**Material shown:**
........

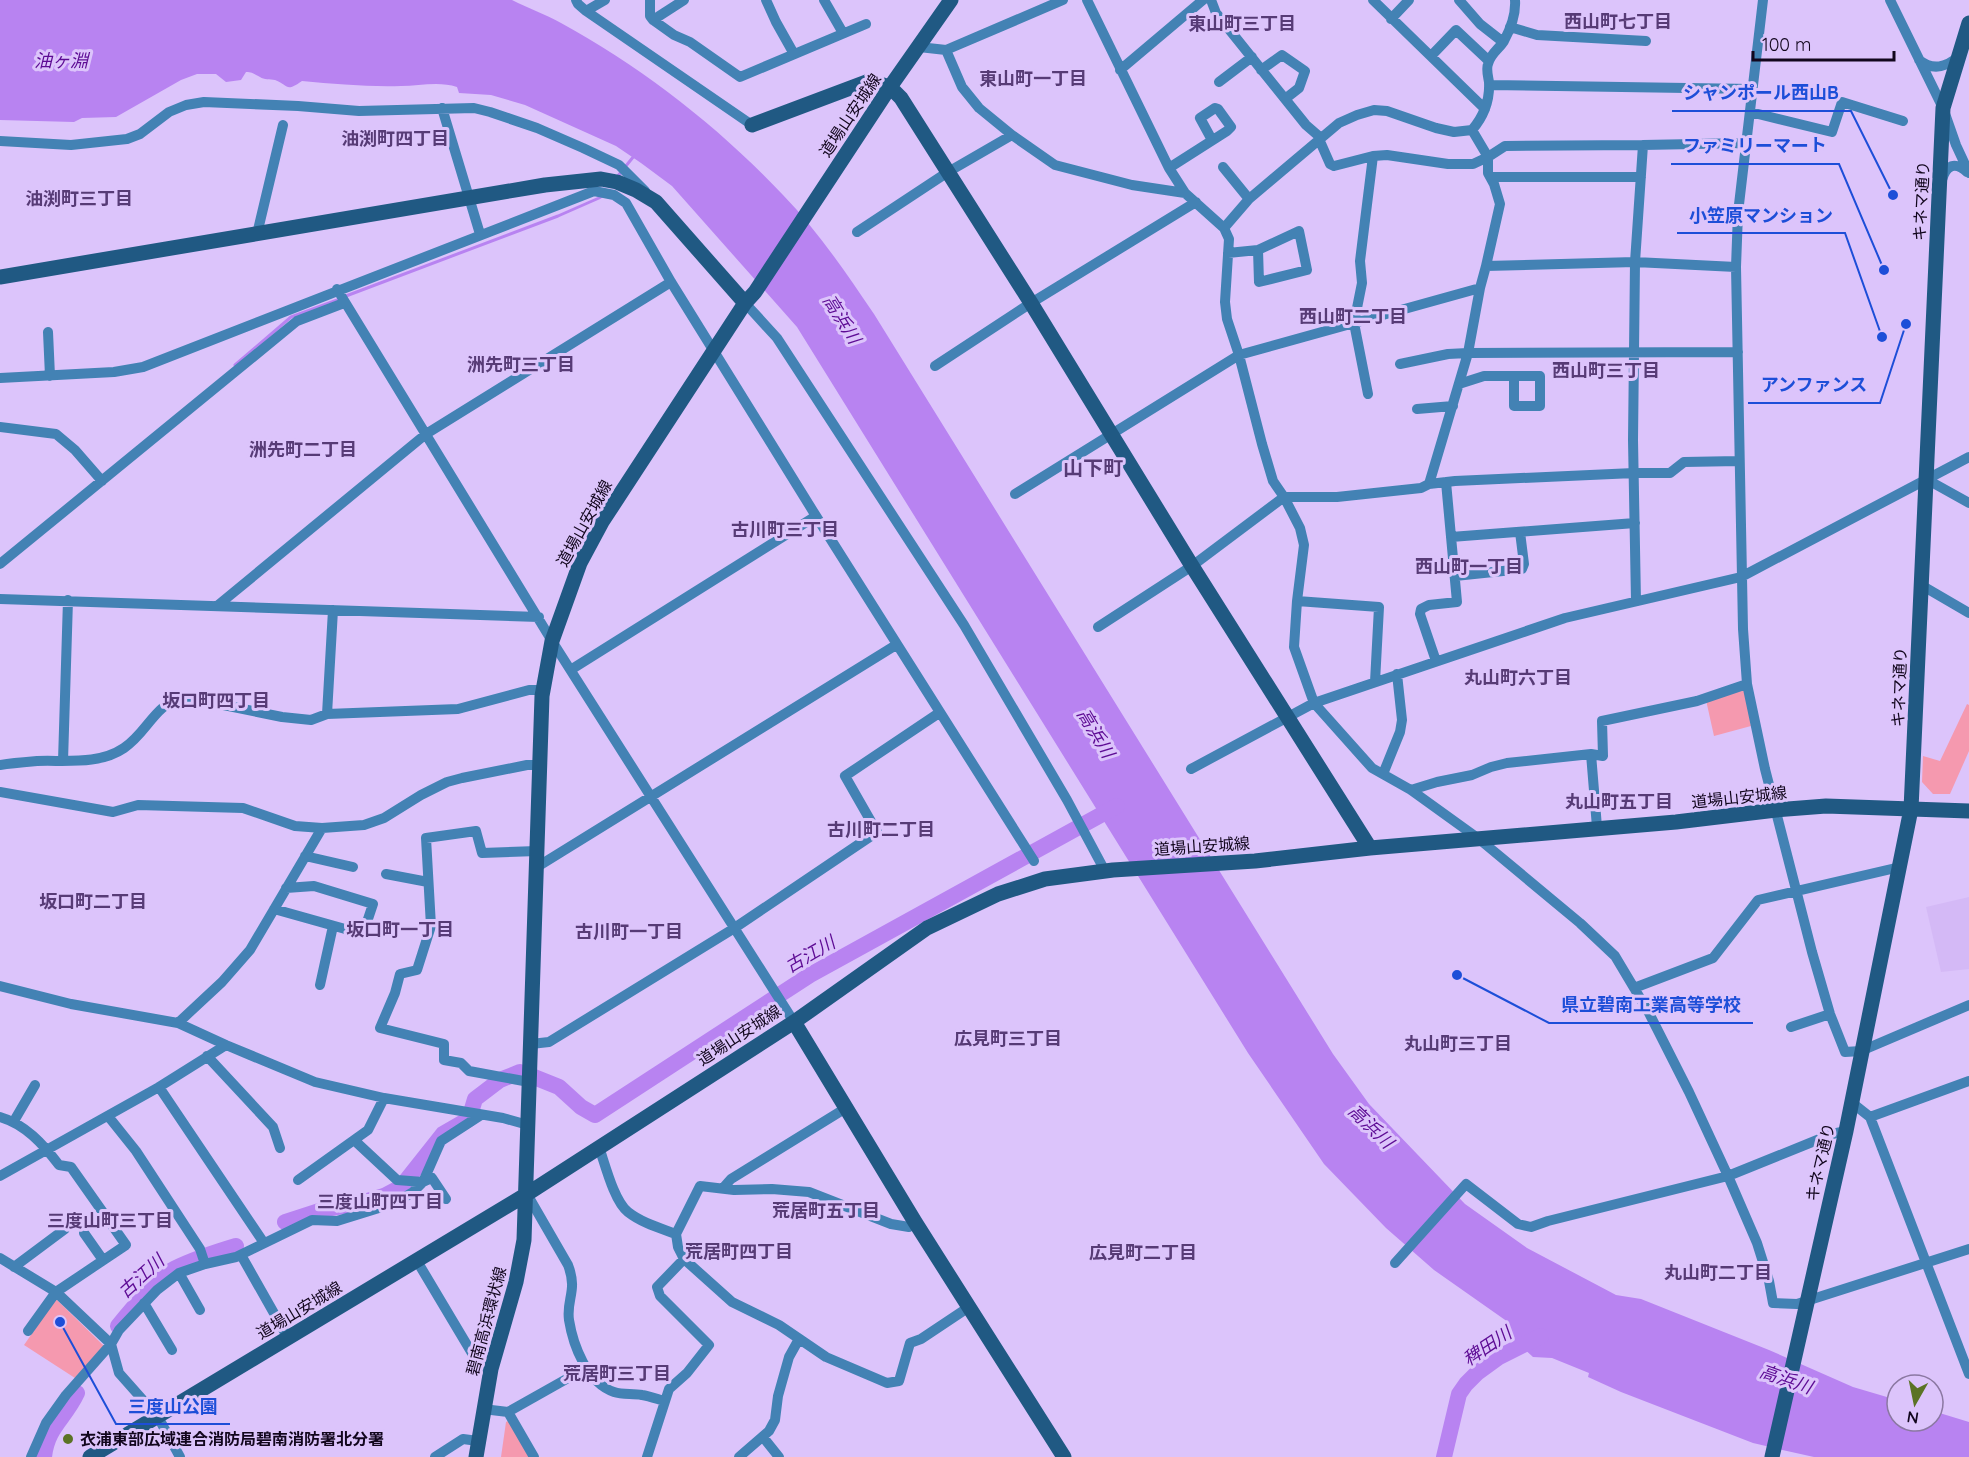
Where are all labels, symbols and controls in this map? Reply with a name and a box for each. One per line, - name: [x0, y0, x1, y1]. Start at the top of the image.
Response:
- district label: 西山町七丁目: [1564, 10, 1672, 33]
- district label: 東山町三丁目: [1188, 12, 1296, 35]
- scale bar: [1753, 24, 1894, 62]
- text: 100 m: [1762, 33, 1811, 56]
- water label: 油ヶ淵: [34, 49, 91, 72]
- district label: 東山町一丁目: [979, 67, 1087, 90]
- street label: 道場山安城線: [815, 70, 885, 160]
- callout: シャンポール西山B: [1672, 75, 1851, 111]
- text: シャンポール西山B: [1683, 81, 1839, 104]
- district label: 油渕町四丁目: [341, 127, 449, 150]
- callout: ファミリーマート: [1671, 128, 1839, 164]
- text: ファミリーマート: [1683, 134, 1827, 157]
- street label: キネマ通り: [1909, 161, 1933, 241]
- district label: 油渕町三丁目: [25, 187, 133, 210]
- callout: 小笠原マンション: [1677, 197, 1845, 233]
- text: 小笠原マンション: [1689, 204, 1833, 227]
- water label: 高浜川: [818, 290, 867, 350]
- district label: 西山町二丁目: [1299, 305, 1407, 328]
- district label: 洲先町三丁目: [467, 353, 575, 376]
- district label: 西山町三丁目: [1552, 359, 1660, 382]
- callout: アンファンス: [1748, 367, 1880, 403]
- text: アンファンス: [1761, 373, 1867, 396]
- district label: 洲先町二丁目: [249, 438, 357, 461]
- district label: 山下町: [1063, 455, 1123, 480]
- street label: 道場山安城線: [552, 476, 616, 570]
- district label: 古川町三丁目: [731, 518, 839, 541]
- district label: 西山町一丁目: [1415, 555, 1523, 578]
- street label: キネマ通り: [1888, 647, 1910, 727]
- district label: 丸山町六丁目: [1464, 666, 1572, 689]
- district label: 坂口町四丁目: [162, 689, 270, 712]
- water label: 高浜川: [1072, 704, 1121, 764]
- street label: 道場山安城線: [1690, 782, 1788, 812]
- district label: 丸山町五丁目: [1565, 790, 1673, 813]
- district label: 古川町二丁目: [827, 818, 935, 841]
- street label: 道場山安城線: [1153, 833, 1251, 859]
- district label: 坂口町二丁目: [39, 890, 147, 913]
- district label: 坂口町一丁目: [346, 918, 454, 941]
- district label: 古川町一丁目: [575, 920, 683, 943]
- water label: 古江川: [781, 930, 841, 977]
- callout: 県立碧南工業高等学校: [1549, 987, 1753, 1023]
- text: 県立碧南工業高等学校: [1561, 993, 1741, 1016]
- street label: 道場山安城線: [693, 1000, 785, 1070]
- district label: 広見町三丁目: [954, 1027, 1062, 1050]
- district label: 丸山町三丁目: [1404, 1032, 1512, 1055]
- water label: 高浜川: [1344, 1099, 1400, 1154]
- street label: キネマ通り: [1801, 1121, 1839, 1203]
- district label: 三度山町四丁目: [317, 1190, 443, 1213]
- district label: 荒居町五丁目: [772, 1199, 880, 1222]
- district label: 三度山町三丁目: [47, 1209, 173, 1232]
- district label: 荒居町四丁目: [685, 1240, 793, 1263]
- district label: 広見町二丁目: [1089, 1241, 1197, 1264]
- water label: 古江川: [113, 1248, 170, 1303]
- district label: 丸山町二丁目: [1664, 1261, 1772, 1284]
- street label: 碧南高浜環状線: [462, 1264, 510, 1378]
- street label: 道場山安城線: [253, 1277, 345, 1343]
- water label: 稗田川: [1458, 1320, 1517, 1371]
- water label: 高浜川: [1757, 1359, 1817, 1399]
- district label: 荒居町三丁目: [563, 1362, 671, 1385]
- north arrow: [1885, 1373, 1945, 1433]
- callout: 三度山公園: [116, 1388, 230, 1424]
- text: 三度山公園: [128, 1395, 218, 1418]
- text: N: [1905, 1407, 1920, 1429]
- place label: 衣浦東部広域連合消防局碧南消防署北分署: [80, 1429, 384, 1449]
- marker: 衣浦東部広域連合消防局碧南消防署北分署: [61, 1432, 75, 1446]

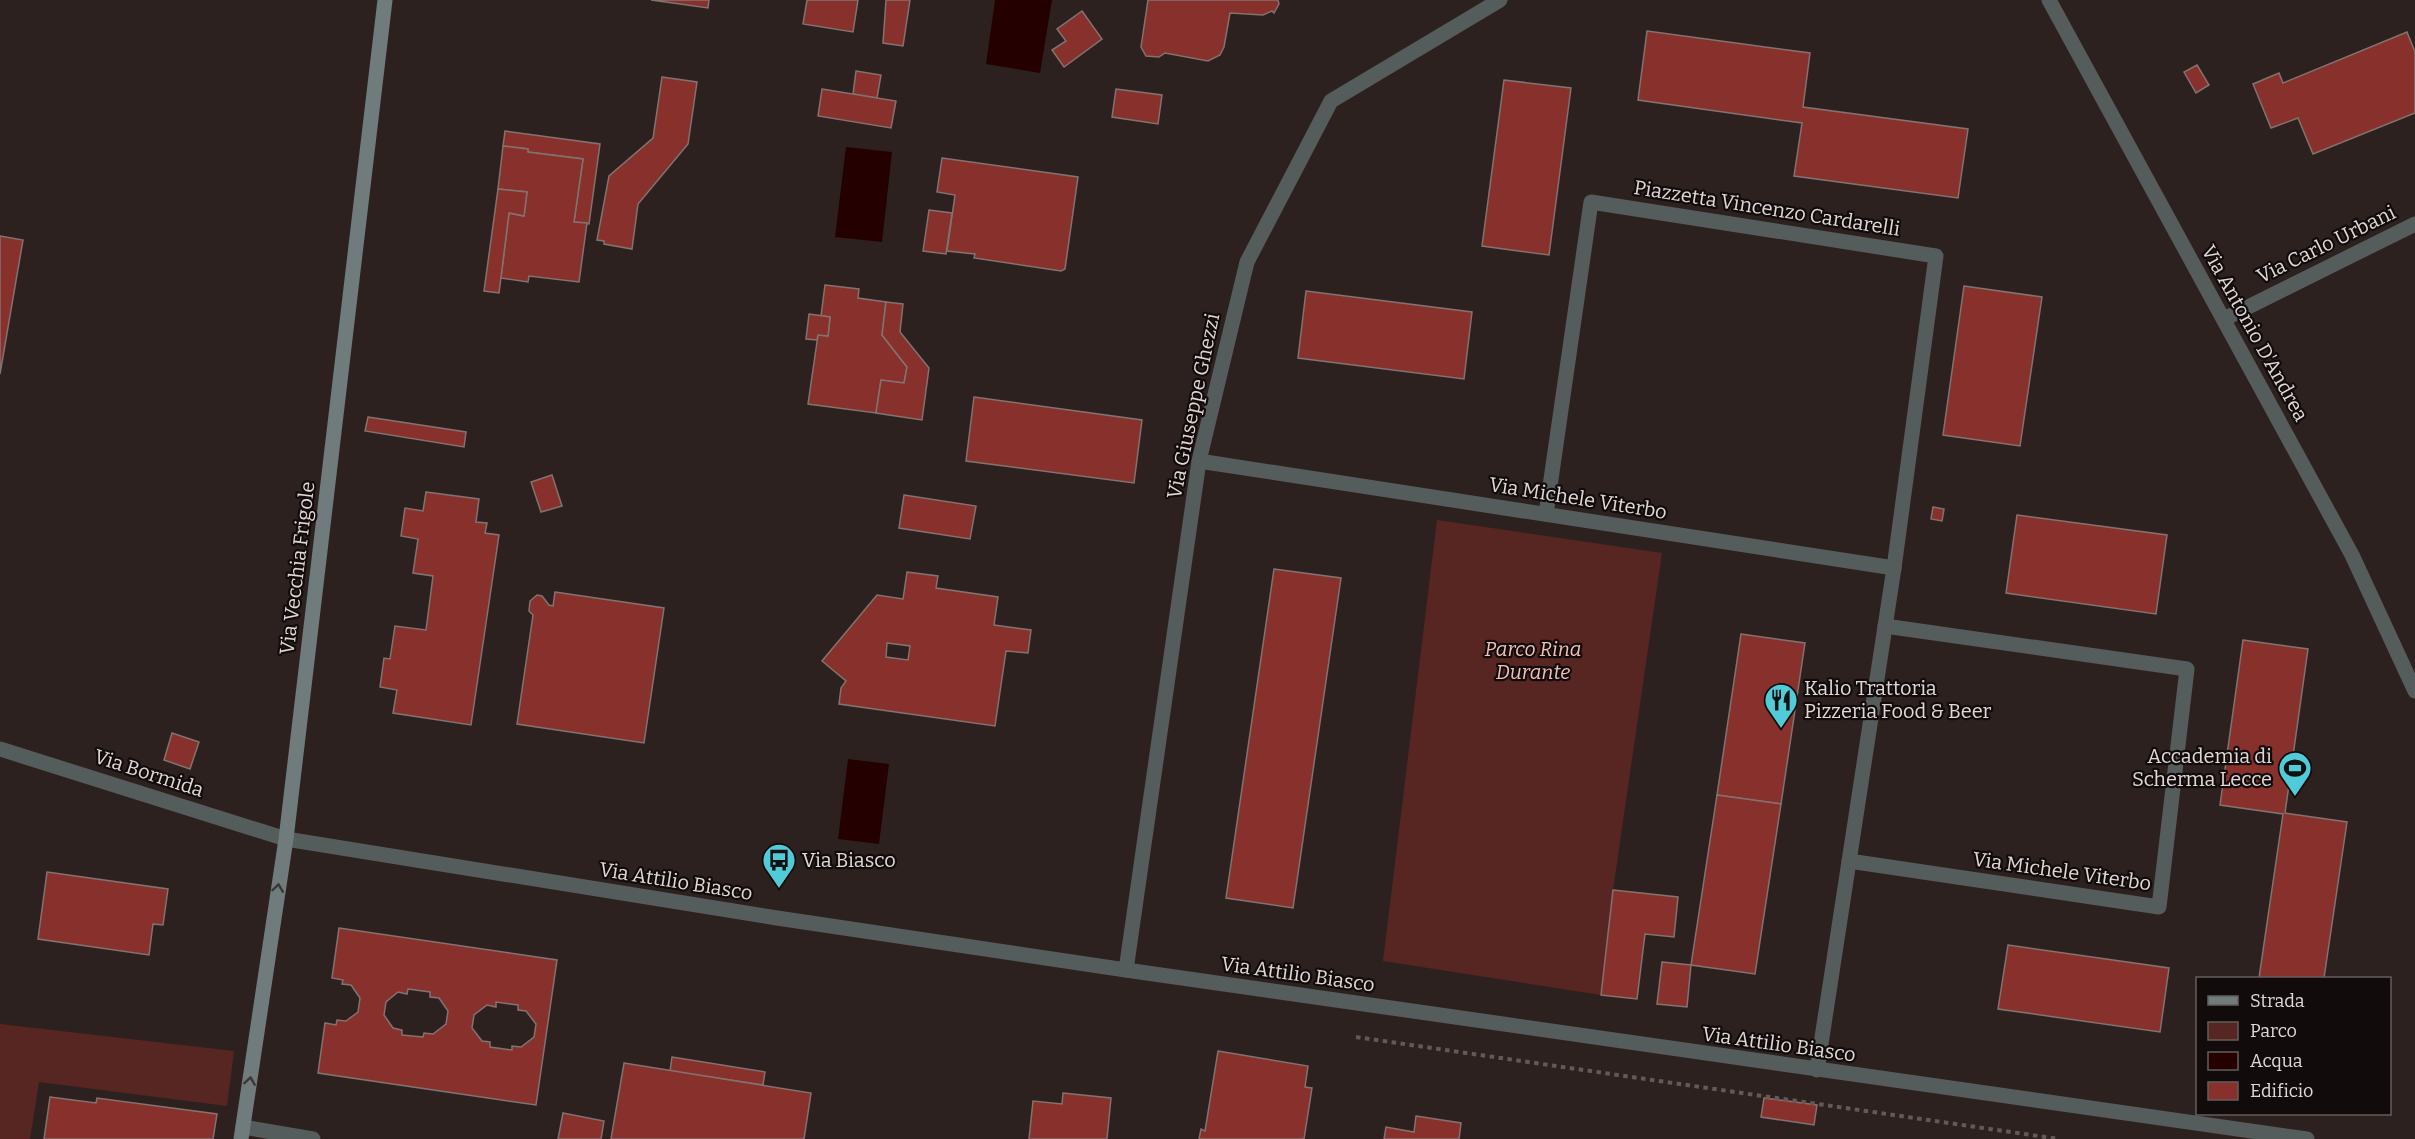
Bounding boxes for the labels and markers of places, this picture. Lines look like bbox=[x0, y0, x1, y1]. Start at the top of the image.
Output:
place label: Kalio Trattoria Pizzeria Food & Beer bbox=[1804, 676, 1992, 723]
restaurant icon: Kalio Trattoria Pizzeria Food & Beer bbox=[1763, 682, 1799, 729]
place label: Accademia di Scherma Lecce bbox=[2132, 744, 2272, 791]
sports icon: Accademia di Scherma Lecce bbox=[2277, 750, 2313, 797]
bus stop icon: Via Biasco bbox=[761, 842, 797, 889]
place label: Via Biasco bbox=[802, 848, 896, 872]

........

Set down every record exactly as written, but drop the pictures.

**The answer:**
Where are all labels, symbols and controls in this map? Reply with a name and a box for each. One per line, - name: [x0, y0, x1, y1]. Start at the top of the image.
Response:
- district label: 西山町七丁目: [1564, 10, 1672, 33]
- district label: 東山町三丁目: [1188, 12, 1296, 35]
- scale bar: [1753, 24, 1894, 62]
- text: 100 m: [1762, 33, 1811, 56]
- water label: 油ヶ淵: [34, 49, 91, 72]
- district label: 東山町一丁目: [979, 67, 1087, 90]
- street label: 道場山安城線: [815, 70, 885, 160]
- callout: シャンポール西山B: [1672, 75, 1851, 111]
- text: シャンポール西山B: [1683, 81, 1839, 104]
- district label: 油渕町四丁目: [341, 127, 449, 150]
- callout: ファミリーマート: [1671, 128, 1839, 164]
- text: ファミリーマート: [1683, 134, 1827, 157]
- street label: キネマ通り: [1909, 161, 1933, 241]
- district label: 油渕町三丁目: [25, 187, 133, 210]
- callout: 小笠原マンション: [1677, 197, 1845, 233]
- text: 小笠原マンション: [1689, 204, 1833, 227]
- water label: 高浜川: [818, 290, 867, 350]
- district label: 西山町二丁目: [1299, 305, 1407, 328]
- district label: 洲先町三丁目: [467, 353, 575, 376]
- district label: 西山町三丁目: [1552, 359, 1660, 382]
- callout: アンファンス: [1748, 367, 1880, 403]
- text: アンファンス: [1761, 373, 1867, 396]
- district label: 洲先町二丁目: [249, 438, 357, 461]
- district label: 山下町: [1063, 455, 1123, 480]
- street label: 道場山安城線: [552, 476, 616, 570]
- district label: 古川町三丁目: [731, 518, 839, 541]
- district label: 西山町一丁目: [1415, 555, 1523, 578]
- street label: キネマ通り: [1888, 647, 1910, 727]
- district label: 丸山町六丁目: [1464, 666, 1572, 689]
- district label: 坂口町四丁目: [162, 689, 270, 712]
- water label: 高浜川: [1072, 704, 1121, 764]
- street label: 道場山安城線: [1690, 782, 1788, 812]
- district label: 丸山町五丁目: [1565, 790, 1673, 813]
- district label: 古川町二丁目: [827, 818, 935, 841]
- street label: 道場山安城線: [1153, 833, 1251, 859]
- district label: 坂口町二丁目: [39, 890, 147, 913]
- district label: 坂口町一丁目: [346, 918, 454, 941]
- district label: 古川町一丁目: [575, 920, 683, 943]
- water label: 古江川: [781, 930, 841, 977]
- callout: 県立碧南工業高等学校: [1549, 987, 1753, 1023]
- text: 県立碧南工業高等学校: [1561, 993, 1741, 1016]
- street label: 道場山安城線: [693, 1000, 785, 1070]
- district label: 広見町三丁目: [954, 1027, 1062, 1050]
- district label: 丸山町三丁目: [1404, 1032, 1512, 1055]
- water label: 高浜川: [1344, 1099, 1400, 1154]
- street label: キネマ通り: [1801, 1121, 1839, 1203]
- district label: 三度山町四丁目: [317, 1190, 443, 1213]
- district label: 荒居町五丁目: [772, 1199, 880, 1222]
- district label: 三度山町三丁目: [47, 1209, 173, 1232]
- district label: 荒居町四丁目: [685, 1240, 793, 1263]
- district label: 広見町二丁目: [1089, 1241, 1197, 1264]
- water label: 古江川: [113, 1248, 170, 1303]
- district label: 丸山町二丁目: [1664, 1261, 1772, 1284]
- street label: 碧南高浜環状線: [462, 1264, 510, 1378]
- street label: 道場山安城線: [253, 1277, 345, 1343]
- water label: 稗田川: [1458, 1320, 1517, 1371]
- water label: 高浜川: [1757, 1359, 1817, 1399]
- district label: 荒居町三丁目: [563, 1362, 671, 1385]
- north arrow: [1885, 1373, 1945, 1433]
- callout: 三度山公園: [116, 1388, 230, 1424]
- text: 三度山公園: [128, 1395, 218, 1418]
- text: N: [1905, 1407, 1920, 1429]
- place label: 衣浦東部広域連合消防局碧南消防署北分署: [80, 1429, 384, 1449]
- marker: 衣浦東部広域連合消防局碧南消防署北分署: [61, 1432, 75, 1446]

Bounding boxes for the labels and markers of places, this picture. Lines look like bbox=[x0, y0, x1, y1]. Start at the top of the image.
Output:
place label: Kalio Trattoria Pizzeria Food & Beer bbox=[1804, 676, 1992, 723]
restaurant icon: Kalio Trattoria Pizzeria Food & Beer bbox=[1763, 682, 1799, 729]
place label: Accademia di Scherma Lecce bbox=[2132, 744, 2272, 791]
sports icon: Accademia di Scherma Lecce bbox=[2277, 750, 2313, 797]
bus stop icon: Via Biasco bbox=[761, 842, 797, 889]
place label: Via Biasco bbox=[802, 848, 896, 872]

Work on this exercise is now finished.